Work instructions: Select the lines below containing the word "lists".

Data under study:
★ ★ ★ ★ ★ ★ ★

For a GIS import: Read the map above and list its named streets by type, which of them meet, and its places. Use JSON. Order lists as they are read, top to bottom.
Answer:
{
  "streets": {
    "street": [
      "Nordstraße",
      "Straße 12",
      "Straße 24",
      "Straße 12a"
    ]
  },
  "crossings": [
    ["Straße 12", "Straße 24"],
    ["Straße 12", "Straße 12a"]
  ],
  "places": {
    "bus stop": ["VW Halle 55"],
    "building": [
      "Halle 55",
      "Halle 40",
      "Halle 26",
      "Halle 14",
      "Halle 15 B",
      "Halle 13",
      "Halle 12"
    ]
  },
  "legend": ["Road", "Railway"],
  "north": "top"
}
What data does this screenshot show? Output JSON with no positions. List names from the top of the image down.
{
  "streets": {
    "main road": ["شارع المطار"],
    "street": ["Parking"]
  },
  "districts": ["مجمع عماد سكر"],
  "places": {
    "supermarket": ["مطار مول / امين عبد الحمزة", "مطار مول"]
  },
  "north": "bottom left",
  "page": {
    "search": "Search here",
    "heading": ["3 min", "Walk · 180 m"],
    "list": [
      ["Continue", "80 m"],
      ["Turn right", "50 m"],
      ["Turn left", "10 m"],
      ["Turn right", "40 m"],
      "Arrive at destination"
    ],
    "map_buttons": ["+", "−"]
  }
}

★ ★ ★ ★ ★ ★ ★

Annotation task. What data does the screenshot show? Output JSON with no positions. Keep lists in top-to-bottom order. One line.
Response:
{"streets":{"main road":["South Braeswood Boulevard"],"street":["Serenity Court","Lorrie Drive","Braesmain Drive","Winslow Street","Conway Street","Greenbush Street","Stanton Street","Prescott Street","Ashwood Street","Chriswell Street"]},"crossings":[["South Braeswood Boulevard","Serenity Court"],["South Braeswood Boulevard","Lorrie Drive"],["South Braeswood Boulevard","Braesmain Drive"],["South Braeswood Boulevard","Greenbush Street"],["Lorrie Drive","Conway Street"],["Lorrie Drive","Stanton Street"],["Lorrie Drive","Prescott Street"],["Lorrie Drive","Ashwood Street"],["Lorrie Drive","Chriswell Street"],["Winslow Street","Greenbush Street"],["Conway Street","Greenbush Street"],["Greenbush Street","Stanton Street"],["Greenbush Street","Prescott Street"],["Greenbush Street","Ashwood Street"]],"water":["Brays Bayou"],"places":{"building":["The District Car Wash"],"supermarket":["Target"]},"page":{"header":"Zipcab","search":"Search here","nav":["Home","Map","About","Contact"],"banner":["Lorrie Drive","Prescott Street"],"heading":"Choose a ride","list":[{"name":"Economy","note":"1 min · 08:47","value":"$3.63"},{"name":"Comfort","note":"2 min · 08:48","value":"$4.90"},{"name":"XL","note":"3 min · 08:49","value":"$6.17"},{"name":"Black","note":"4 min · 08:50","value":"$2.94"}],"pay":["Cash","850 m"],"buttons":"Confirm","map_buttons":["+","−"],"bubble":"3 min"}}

★ ★ ★ ★ ★ ★ ★

Answer for the task:
For a GIS import: Read the map above and list its named streets by type, which of them meet, and its places. Use JSON. Order lists as they are read, top to bottom.
Annotation task. What data does the screenshot show? Output JSON with no positions. Keep lists in top-to-bottom order. One line.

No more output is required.